Aus dieser Gemengelage erwachsen oft Interessenkonflikte, die, wenn sie nicht früh erkannt und gelöst werden, die innerfamiliären Beziehungen dauerhaft belasten. Deshalb ist es in der Regel ratsam, zum Klären dieser Fragen, externe Berater hinzuzuziehen. Neben dem Steuerberater und einem Rechtsanwalt oder Notar sollte ein Unternehmensberater den Übergabeprozess begleiten.
die Verantwortung schrittweise delegieren
Ist die Qualifizierung abgeschlossen und die Übergabe rechtlich unter Dach und Fach, kann die Bindungsphase beginnen. Sie dauert im Idealfall maximal zwei Jahre. Während dieser Phase durchläuft der Nachfolger, alle wichtigen Positionen im Betrieb bis auf die des Geschäftsführers. So lernt er die Mitarbeiter und Geschäftspartner kennen und macht sich mit den betrieblichen Abläufen vertraut. Zudem können alle Beteiligten noch einmal prüfen, ob sie wirklich miteinander harmonieren.
Bei internen Nachfolgen sollte in dieser Phase noch ein Ausstieg möglich sein, wenn sich zum Beispiel zeigt:
> wider alle Erwartungen ist der Sohn oder die Tochter für den Job «Unternehmer» doch ungeeignet. Oder:
> die Übernahme des elterlichen Betriebs entspricht doch nicht deren Lebensvorstellungen. Für externe Nachfolgen gibt es derartige Ausstiegsregelungen eher nicht. Schliesslich hängt in der Regel eine Finanzierung an dem Prozess und der scheidende Unternehmer gibt sukzessive die Entscheidungen in die Hand des Nachfolgers, der das Unternehmen somit in dieser Periode bereits nachhaltig verändert.

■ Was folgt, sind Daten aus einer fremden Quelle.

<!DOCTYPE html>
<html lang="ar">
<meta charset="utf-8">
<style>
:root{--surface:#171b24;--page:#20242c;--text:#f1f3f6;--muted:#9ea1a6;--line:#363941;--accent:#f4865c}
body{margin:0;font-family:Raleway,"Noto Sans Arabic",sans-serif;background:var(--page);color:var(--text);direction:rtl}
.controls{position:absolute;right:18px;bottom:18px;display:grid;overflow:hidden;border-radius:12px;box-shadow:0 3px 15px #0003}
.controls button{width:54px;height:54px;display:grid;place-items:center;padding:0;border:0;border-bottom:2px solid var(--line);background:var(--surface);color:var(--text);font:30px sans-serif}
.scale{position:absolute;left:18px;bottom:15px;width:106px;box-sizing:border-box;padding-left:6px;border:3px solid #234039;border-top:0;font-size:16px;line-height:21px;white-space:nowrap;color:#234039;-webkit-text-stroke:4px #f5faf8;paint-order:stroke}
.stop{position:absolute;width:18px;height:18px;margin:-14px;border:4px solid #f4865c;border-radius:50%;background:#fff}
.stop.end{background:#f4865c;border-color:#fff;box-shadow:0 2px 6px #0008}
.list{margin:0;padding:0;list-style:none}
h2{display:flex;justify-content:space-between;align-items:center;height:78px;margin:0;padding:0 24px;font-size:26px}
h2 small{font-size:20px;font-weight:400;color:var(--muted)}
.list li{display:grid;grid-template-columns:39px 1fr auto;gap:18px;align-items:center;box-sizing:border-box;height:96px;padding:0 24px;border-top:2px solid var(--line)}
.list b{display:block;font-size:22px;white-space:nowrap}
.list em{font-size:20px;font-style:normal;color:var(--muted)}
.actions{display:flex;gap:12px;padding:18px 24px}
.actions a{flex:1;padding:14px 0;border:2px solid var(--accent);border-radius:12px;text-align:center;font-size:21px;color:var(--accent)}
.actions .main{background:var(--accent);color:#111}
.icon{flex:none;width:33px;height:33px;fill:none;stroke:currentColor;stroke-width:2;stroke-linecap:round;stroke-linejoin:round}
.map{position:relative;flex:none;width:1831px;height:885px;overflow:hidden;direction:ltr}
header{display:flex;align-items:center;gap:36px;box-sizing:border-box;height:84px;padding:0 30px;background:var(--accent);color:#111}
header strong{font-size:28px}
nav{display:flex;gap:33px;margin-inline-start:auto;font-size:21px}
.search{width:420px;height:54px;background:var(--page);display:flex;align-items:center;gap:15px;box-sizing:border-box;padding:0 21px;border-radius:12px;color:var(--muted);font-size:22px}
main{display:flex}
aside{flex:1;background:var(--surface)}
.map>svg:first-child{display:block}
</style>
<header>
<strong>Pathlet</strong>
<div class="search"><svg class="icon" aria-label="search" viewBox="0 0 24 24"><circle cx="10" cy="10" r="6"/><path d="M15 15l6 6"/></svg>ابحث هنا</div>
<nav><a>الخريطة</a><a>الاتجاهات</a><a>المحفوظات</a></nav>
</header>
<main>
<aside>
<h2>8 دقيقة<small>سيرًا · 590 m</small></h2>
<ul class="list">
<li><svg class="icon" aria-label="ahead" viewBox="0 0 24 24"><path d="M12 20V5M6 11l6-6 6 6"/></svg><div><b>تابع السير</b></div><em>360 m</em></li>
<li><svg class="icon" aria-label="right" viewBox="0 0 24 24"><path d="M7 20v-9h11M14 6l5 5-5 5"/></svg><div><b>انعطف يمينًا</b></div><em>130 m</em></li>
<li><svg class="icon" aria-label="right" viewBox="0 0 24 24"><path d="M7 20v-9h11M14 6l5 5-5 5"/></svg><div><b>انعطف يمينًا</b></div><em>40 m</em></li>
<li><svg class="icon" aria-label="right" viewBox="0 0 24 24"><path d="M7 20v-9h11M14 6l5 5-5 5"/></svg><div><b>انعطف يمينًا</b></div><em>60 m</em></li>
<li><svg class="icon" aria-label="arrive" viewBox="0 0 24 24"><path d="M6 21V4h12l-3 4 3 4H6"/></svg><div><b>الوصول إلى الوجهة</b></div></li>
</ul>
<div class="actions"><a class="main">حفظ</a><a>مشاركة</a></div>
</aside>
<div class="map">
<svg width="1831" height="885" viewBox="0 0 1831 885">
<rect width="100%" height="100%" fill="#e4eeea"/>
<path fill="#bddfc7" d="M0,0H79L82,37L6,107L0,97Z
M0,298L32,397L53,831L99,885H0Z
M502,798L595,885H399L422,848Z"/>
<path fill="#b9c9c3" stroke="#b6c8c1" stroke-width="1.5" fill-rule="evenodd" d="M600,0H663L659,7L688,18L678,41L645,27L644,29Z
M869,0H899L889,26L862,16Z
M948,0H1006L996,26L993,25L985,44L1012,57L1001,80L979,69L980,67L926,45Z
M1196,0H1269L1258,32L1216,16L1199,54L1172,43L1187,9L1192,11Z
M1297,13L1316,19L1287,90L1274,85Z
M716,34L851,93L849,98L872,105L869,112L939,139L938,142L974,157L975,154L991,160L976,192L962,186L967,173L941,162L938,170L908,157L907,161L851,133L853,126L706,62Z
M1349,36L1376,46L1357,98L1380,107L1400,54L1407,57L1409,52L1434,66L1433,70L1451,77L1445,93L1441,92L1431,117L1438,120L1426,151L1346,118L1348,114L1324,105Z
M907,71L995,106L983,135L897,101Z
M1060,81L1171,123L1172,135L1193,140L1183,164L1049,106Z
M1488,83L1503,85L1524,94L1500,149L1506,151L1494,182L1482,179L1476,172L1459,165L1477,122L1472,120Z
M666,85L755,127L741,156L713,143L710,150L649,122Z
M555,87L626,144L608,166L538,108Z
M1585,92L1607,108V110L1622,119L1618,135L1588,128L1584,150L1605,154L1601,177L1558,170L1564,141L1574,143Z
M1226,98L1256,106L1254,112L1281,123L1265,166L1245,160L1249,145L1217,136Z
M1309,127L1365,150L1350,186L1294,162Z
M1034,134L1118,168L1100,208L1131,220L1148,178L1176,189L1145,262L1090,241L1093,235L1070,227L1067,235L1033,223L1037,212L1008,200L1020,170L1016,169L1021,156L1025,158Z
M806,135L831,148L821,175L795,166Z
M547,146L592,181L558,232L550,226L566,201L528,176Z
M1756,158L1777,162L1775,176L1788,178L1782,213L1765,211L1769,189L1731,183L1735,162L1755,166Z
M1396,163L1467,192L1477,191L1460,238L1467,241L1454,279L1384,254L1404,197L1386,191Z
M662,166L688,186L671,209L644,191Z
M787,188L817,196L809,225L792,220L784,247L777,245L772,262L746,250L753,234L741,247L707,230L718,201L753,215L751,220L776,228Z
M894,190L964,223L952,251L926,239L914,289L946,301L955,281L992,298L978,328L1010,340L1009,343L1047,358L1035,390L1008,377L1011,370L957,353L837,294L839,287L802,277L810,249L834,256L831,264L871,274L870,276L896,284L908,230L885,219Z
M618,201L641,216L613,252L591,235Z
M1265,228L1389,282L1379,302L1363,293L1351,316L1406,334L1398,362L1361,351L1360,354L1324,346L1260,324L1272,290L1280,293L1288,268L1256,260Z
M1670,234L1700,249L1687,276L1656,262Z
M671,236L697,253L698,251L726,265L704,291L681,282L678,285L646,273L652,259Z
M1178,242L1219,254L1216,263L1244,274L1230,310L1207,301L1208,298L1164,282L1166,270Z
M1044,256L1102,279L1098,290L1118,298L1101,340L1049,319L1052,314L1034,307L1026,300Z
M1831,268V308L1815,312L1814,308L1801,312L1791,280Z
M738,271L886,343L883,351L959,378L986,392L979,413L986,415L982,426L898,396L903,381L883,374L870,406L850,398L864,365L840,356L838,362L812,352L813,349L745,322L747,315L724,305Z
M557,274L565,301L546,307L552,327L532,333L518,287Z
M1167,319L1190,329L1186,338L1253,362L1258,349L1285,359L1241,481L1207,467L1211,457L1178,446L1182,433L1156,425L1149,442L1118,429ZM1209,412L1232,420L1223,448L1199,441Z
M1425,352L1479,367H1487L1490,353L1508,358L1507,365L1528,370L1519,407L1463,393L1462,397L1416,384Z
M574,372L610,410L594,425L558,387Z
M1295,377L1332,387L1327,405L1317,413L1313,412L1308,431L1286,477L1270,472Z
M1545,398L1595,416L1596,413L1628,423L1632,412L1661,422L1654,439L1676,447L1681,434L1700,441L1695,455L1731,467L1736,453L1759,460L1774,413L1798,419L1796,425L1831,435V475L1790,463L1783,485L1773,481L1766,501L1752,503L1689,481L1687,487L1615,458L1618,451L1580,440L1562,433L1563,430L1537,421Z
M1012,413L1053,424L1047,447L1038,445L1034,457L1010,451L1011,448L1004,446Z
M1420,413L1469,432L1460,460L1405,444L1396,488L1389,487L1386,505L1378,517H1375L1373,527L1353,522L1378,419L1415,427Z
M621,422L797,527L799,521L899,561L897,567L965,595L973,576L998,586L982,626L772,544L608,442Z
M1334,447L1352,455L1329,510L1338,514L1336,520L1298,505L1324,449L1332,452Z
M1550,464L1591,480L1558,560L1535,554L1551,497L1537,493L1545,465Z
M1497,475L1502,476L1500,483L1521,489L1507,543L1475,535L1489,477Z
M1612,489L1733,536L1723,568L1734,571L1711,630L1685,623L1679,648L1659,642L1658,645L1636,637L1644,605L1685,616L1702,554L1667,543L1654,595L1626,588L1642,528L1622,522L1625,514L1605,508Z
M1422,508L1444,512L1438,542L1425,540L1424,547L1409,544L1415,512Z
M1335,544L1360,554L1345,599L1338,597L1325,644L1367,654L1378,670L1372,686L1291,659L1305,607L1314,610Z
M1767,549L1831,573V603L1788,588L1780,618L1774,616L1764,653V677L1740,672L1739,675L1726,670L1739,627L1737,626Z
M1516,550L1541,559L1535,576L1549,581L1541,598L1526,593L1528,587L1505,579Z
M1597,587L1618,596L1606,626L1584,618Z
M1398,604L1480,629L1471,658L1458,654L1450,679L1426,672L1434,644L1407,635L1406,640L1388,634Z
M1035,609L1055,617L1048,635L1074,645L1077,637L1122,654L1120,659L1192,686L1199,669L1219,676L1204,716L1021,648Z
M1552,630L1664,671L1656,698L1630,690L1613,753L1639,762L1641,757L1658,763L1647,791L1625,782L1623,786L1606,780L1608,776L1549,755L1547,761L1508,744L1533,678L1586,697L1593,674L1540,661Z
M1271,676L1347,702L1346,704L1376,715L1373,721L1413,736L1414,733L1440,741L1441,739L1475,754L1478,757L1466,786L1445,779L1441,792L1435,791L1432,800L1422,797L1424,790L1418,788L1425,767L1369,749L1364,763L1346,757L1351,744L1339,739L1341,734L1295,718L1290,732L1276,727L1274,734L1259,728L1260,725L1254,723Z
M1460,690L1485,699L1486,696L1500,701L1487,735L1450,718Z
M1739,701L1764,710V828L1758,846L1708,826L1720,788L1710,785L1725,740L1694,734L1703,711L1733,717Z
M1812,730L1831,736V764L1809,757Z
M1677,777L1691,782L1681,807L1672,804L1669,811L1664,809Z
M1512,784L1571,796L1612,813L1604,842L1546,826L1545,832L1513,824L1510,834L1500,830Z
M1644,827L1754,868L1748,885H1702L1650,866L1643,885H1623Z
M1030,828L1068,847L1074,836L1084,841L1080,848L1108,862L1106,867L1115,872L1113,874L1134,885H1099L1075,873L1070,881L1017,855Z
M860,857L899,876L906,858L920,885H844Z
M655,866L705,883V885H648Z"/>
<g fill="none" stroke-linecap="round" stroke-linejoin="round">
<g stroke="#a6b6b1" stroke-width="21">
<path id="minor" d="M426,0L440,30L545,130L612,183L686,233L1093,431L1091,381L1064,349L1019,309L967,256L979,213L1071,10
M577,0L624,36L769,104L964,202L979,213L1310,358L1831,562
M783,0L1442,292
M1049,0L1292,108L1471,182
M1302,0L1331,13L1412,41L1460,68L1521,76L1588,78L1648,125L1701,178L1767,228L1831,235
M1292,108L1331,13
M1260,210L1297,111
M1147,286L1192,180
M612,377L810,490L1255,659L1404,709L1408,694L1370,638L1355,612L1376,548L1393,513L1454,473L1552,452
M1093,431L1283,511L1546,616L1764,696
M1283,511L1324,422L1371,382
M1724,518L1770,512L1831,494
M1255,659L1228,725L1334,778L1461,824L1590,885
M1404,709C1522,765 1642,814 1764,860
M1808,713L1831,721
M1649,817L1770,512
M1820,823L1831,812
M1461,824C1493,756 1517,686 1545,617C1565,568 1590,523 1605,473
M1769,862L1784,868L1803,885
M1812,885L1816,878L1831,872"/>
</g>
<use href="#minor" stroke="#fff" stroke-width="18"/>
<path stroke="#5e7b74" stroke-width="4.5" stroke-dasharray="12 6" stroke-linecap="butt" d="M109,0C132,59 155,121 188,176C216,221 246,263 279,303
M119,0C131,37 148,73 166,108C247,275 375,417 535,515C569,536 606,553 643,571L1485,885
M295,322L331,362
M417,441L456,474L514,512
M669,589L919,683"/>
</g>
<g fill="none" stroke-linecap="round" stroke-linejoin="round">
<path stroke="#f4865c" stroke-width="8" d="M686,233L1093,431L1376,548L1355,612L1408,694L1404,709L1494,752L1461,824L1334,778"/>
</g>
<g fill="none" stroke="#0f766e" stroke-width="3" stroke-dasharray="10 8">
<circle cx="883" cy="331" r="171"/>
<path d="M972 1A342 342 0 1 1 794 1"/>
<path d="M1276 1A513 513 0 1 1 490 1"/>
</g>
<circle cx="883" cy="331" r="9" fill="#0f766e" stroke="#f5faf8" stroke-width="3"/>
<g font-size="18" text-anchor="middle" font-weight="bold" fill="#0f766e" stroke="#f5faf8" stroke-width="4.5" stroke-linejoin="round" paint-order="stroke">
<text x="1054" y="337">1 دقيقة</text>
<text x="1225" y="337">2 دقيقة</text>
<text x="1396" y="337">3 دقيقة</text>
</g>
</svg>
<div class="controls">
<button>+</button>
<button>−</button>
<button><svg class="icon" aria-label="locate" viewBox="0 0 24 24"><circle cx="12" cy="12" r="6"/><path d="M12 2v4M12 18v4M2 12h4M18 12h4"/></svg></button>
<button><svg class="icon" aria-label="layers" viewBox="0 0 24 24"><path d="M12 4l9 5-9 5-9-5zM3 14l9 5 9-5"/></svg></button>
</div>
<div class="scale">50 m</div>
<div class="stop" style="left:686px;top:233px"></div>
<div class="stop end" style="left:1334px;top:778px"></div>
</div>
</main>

Auf die Bindungsphase folgt meist nahtlos die Übergabephase. Nun rückt der Nachfolger mit in die Unternehmensspitze auf. Wenn möglich, sollten «Senior» und «Junior» zunächst als Doppelspitze agieren. Dies gelingt am besten, wenn sie sich die Aufgaben teilen. Wichtig ist in dieser Phase, in der der künftige Chef zwar bereits zur Unternehmensspitze zählt, jedoch oft noch nicht der Inhaber des Betriebs ist, dass er über ausreichend Handlungs- und Entscheidungsspielräume verfügt. Denn wenn der «Juniorchef» für jede wichtige Entscheidung im Tagesgeschäft erst das «Okay» der Eigentümer einholen muss, wird er weder von den Kunden, noch von den Mitarbeitern ernst genommen. Auch ihn selbst motiviert das nicht.
Das Ausscheiden terminieren
Die Zeit der Doppelspitze sollte im Vorfeld begrenzt werden. Dauert sie zu lange oder wird das geplante Ende immer wieder nach hinten verschoben, signalisiert dies den Mitarbeitern und den Geschäftspartnern: > der Nachfolger ist noch nicht genügend kompetent („… und wird es eventuell nie). Und/oder: > der «Senior» kann nicht loslassen. Beides erzeugt Misstrauen, schwächt die Position des Nachfolgers und kann den Erfolg des Betriebs nachhaltig gefährden.